Non-geographical Analysis#
Most of the datashader examples use geographic data, because it is so easily interpreted, but datashading will help exploration of any data dimensions. Here let’s start by plotting trip_distance
versus fare_amount
for the 12-million-point NYC taxi dataset from nyc_taxi.ipynb.
import hvplot.dask # noqa
from holoviews import opts
opts.defaults(
opts.Scatter(width=800, height=500, color='blue'),
opts.RGB(width=800, height=500),
opts.Curve(width=800))
Load NYC Taxi data#
These data have been transformed from the original database to a parquet file. It should take about 5 seconds to load (compared to 10-20 seconds when stored in the inefficient CSV file format).
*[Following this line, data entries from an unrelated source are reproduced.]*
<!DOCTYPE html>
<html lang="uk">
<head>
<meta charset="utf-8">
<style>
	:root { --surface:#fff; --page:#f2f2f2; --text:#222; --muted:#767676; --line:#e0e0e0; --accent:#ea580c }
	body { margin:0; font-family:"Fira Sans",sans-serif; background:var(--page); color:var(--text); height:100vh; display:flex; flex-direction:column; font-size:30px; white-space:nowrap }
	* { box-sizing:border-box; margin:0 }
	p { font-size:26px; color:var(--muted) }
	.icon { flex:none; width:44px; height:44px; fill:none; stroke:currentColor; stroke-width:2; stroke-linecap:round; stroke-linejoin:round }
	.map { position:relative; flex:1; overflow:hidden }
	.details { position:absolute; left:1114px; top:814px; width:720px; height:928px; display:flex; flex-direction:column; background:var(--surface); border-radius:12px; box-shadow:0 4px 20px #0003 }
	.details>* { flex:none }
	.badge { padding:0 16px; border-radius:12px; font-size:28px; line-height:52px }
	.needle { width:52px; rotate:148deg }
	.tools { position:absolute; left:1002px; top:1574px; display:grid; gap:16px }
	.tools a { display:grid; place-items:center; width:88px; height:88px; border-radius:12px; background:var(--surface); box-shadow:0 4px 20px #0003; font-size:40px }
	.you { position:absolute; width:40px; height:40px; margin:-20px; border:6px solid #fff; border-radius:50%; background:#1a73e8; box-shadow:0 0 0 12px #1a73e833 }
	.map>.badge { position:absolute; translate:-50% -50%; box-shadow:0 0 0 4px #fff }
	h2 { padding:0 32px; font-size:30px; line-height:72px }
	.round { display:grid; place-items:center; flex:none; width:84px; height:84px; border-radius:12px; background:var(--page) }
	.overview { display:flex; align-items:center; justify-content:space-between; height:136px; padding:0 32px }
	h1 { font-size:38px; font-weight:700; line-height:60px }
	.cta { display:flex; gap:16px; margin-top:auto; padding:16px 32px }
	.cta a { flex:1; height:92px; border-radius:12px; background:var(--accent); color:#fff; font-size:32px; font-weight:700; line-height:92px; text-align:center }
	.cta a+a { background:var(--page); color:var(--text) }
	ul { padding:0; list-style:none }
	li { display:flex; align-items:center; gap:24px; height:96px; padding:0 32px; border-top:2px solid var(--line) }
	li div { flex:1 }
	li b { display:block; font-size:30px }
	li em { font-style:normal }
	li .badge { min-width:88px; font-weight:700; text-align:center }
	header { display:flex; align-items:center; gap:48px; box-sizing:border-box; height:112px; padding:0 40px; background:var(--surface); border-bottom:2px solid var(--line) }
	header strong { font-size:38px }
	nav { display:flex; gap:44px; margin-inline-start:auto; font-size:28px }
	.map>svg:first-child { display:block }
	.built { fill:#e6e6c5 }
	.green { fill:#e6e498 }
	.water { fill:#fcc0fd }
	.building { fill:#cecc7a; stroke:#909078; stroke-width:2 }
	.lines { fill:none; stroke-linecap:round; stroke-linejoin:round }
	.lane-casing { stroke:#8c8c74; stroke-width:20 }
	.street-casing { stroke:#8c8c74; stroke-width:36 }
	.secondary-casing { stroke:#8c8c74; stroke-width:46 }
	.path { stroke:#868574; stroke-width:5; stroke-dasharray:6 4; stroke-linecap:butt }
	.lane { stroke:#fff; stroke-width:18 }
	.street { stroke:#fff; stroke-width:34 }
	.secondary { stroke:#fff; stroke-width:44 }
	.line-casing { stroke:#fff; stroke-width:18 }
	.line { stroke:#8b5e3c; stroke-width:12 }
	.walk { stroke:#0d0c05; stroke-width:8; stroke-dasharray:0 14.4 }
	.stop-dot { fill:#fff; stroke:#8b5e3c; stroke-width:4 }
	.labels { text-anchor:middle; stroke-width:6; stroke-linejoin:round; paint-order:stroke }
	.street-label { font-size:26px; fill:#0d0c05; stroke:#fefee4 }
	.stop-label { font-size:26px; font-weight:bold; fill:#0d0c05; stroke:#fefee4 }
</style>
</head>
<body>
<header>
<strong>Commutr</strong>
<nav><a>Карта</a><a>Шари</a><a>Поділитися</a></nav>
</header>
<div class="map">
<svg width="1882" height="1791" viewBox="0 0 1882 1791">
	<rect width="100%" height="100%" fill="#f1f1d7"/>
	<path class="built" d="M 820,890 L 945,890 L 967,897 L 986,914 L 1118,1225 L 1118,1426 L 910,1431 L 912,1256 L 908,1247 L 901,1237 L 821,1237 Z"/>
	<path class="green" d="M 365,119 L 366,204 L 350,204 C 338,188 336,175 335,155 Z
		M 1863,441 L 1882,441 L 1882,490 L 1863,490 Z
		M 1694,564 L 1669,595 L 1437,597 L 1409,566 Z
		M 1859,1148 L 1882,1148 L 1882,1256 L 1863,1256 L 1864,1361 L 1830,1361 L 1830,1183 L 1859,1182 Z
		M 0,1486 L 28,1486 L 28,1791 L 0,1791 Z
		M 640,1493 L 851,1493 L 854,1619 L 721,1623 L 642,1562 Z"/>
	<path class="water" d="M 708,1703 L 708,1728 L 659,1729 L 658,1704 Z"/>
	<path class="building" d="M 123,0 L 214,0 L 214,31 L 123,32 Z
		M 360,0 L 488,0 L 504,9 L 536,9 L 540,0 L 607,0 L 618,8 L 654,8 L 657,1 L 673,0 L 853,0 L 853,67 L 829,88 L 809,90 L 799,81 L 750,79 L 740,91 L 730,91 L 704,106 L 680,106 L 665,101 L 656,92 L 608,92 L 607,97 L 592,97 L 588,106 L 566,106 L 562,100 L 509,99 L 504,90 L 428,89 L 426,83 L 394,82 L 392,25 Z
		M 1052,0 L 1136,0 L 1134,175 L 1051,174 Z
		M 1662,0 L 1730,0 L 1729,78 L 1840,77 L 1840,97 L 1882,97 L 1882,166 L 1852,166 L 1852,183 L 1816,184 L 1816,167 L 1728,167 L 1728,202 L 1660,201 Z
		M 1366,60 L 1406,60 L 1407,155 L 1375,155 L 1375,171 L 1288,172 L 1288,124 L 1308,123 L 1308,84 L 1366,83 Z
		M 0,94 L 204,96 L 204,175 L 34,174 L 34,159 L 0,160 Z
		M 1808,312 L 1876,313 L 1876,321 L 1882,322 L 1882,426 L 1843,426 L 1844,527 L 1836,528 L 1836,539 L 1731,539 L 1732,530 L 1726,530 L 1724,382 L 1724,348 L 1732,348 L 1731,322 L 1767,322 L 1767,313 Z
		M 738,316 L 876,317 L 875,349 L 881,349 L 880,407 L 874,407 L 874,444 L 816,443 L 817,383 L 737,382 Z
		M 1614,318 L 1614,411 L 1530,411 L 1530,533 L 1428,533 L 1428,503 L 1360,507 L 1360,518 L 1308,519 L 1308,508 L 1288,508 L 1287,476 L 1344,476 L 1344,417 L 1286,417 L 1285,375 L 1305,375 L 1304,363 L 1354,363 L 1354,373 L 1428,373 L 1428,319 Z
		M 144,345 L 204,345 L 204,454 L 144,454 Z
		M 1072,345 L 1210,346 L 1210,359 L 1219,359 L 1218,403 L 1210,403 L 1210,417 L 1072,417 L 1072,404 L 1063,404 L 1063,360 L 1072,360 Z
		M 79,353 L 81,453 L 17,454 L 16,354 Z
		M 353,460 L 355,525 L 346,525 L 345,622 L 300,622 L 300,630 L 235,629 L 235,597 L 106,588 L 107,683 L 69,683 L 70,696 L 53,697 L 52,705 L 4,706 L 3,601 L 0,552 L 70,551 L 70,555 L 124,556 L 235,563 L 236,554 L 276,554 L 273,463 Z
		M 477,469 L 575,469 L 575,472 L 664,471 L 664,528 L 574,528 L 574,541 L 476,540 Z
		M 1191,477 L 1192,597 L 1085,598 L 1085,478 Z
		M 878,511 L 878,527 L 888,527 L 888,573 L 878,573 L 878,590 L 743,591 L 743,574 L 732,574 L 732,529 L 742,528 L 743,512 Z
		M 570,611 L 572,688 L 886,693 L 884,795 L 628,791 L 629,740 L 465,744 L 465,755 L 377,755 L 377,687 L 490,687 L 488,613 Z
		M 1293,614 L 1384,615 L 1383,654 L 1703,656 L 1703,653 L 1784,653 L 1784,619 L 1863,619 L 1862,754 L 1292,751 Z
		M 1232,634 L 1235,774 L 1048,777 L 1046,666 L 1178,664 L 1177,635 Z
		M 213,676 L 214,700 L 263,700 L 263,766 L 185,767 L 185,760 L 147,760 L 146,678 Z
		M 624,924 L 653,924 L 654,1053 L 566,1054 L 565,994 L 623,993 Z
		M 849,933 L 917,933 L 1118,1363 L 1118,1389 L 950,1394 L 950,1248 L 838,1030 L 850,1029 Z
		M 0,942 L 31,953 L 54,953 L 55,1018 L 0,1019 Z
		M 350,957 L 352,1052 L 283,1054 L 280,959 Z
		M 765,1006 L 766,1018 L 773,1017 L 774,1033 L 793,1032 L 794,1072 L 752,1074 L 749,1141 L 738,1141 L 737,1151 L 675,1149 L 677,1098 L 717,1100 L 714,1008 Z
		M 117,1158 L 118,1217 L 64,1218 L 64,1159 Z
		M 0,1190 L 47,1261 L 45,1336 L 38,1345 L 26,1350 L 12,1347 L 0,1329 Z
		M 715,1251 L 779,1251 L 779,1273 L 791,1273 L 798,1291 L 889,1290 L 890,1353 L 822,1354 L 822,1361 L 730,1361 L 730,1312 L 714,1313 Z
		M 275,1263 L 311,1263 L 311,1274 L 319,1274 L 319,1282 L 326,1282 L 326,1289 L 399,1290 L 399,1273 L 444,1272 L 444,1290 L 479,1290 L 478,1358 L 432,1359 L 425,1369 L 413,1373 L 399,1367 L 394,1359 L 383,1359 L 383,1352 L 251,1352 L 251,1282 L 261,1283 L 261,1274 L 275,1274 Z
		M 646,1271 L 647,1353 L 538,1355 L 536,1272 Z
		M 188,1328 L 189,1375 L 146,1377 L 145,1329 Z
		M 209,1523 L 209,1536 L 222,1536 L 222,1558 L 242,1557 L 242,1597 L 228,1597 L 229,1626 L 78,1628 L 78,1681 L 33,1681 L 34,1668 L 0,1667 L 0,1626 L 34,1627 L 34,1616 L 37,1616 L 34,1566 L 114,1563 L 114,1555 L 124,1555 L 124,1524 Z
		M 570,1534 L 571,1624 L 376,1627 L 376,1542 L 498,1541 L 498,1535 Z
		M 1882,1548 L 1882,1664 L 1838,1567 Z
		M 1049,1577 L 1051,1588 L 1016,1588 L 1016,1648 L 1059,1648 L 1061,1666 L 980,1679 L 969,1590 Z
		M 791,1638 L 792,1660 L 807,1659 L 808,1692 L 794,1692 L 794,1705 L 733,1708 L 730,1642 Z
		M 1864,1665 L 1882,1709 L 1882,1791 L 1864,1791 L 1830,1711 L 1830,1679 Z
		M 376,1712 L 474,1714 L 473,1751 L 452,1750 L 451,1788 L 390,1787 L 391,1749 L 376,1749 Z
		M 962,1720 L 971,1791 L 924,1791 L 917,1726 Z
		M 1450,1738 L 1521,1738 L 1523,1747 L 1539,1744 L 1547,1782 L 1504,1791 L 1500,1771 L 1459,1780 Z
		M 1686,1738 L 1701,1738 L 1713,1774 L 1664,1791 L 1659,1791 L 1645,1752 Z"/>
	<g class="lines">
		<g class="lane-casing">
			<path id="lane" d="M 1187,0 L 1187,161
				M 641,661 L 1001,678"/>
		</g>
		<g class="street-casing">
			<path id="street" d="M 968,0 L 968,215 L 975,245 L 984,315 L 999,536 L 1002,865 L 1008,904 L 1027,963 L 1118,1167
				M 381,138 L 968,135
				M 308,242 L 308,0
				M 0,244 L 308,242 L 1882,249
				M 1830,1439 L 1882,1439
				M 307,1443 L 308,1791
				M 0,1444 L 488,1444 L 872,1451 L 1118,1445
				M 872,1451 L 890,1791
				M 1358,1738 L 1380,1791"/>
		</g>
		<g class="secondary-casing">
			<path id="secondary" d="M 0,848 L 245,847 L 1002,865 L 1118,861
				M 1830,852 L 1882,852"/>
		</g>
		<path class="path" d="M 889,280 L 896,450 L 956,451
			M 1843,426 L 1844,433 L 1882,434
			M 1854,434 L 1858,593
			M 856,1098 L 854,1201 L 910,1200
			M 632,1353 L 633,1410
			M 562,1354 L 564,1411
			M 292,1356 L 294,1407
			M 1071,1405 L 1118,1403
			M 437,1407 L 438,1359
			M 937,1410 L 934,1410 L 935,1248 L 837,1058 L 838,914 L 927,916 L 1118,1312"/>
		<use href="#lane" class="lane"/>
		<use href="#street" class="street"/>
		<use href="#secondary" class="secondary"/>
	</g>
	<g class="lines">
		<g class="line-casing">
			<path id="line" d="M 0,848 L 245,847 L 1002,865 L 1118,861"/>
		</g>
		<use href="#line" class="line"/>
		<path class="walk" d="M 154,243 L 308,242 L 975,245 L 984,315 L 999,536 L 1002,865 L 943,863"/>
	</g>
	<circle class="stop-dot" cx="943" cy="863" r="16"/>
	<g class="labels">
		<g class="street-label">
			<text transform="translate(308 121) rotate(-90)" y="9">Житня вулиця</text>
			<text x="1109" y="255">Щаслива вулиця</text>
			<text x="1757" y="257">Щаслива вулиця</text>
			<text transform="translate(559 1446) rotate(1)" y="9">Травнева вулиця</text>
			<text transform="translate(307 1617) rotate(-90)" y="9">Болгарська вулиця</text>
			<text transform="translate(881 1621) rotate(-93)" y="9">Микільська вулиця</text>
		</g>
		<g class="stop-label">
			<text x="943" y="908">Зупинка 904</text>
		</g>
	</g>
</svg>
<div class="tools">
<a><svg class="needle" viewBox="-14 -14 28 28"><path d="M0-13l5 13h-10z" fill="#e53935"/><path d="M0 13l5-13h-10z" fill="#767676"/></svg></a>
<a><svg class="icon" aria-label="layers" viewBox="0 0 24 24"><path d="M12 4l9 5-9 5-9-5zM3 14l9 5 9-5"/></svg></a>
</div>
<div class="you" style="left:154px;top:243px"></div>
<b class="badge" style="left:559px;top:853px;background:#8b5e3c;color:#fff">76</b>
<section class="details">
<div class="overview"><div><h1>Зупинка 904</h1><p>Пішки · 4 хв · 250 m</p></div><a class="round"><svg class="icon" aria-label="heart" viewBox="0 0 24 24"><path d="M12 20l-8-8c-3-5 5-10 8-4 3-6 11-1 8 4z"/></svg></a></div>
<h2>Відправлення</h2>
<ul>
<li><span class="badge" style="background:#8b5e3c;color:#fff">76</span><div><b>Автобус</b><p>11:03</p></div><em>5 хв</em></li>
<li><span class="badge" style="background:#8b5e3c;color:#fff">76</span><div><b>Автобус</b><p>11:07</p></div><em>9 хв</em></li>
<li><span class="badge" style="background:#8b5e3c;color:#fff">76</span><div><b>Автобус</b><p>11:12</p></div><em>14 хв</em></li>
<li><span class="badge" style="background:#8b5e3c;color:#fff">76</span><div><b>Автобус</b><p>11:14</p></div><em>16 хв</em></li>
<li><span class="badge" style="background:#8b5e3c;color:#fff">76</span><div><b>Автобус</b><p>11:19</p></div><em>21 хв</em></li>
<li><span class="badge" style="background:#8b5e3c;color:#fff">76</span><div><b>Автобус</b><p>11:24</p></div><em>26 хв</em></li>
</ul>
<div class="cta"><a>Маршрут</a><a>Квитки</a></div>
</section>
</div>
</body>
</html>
import dask.dataframe as dd
usecols = ['trip_distance','fare_amount','tip_amount','passenger_count']
%%time
df = dd.read_parquet('data/nyc_taxi_wide.parq', engine='fastparquet')[usecols].persist()
CPU times: user 456 ms, sys: 123 ms, total: 579 ms
Wall time: 579 ms
df.tail()
trip_distance | fare_amount | tip_amount | passenger_count | |
---|---|---|---|---|
11842089 | 1.0 | 5.5 | 1.25 | 2 |
11842090 | 0.8 | 6.0 | 2.00 | 2 |
11842091 | 3.4 | 13.5 | 0.00 | 1 |
11842092 | 1.3 | 10.5 | 2.25 | 1 |
11842093 | 0.7 | 5.5 | 0.00 | 1 |
1000 points reveals the expected linear relationship#
samples = df.sample(frac=1e-4)
samples.hvplot.scatter('trip_distance', 'fare_amount', xlabel='Distance, miles',
ylabel='Fare, $', xlim=(0,15), ylim=(0,40), s=5)
10,000 points show more detailed, systematic patterns in fares and times#
Perhaps there are different metering options, along with granularity in how times and fares are counted; in any case, the times and fares do not uniformly populate any region of this space:
samples = df.sample(frac=1e-3)
samples.hvplot.scatter('trip_distance', 'fare_amount', xlabel='Distance, miles',
ylabel='Fare, $', xlim=(0,15), ylim=(0,40), s=1)
Datashader reveals additional detail, especially when zooming in#
You can now see that there are a lot of points below the linear boundary, representing long trips for very little cost (presumably GPS errors?).
df.hvplot.scatter('trip_distance', 'fare_amount', rasterize=True, cnorm='eq_hist', dynspread=True,
threshold=1, max_px=1, xlabel='Distance, miles', ylabel='Fare, $', xlim=(0,15), ylim=(0,40))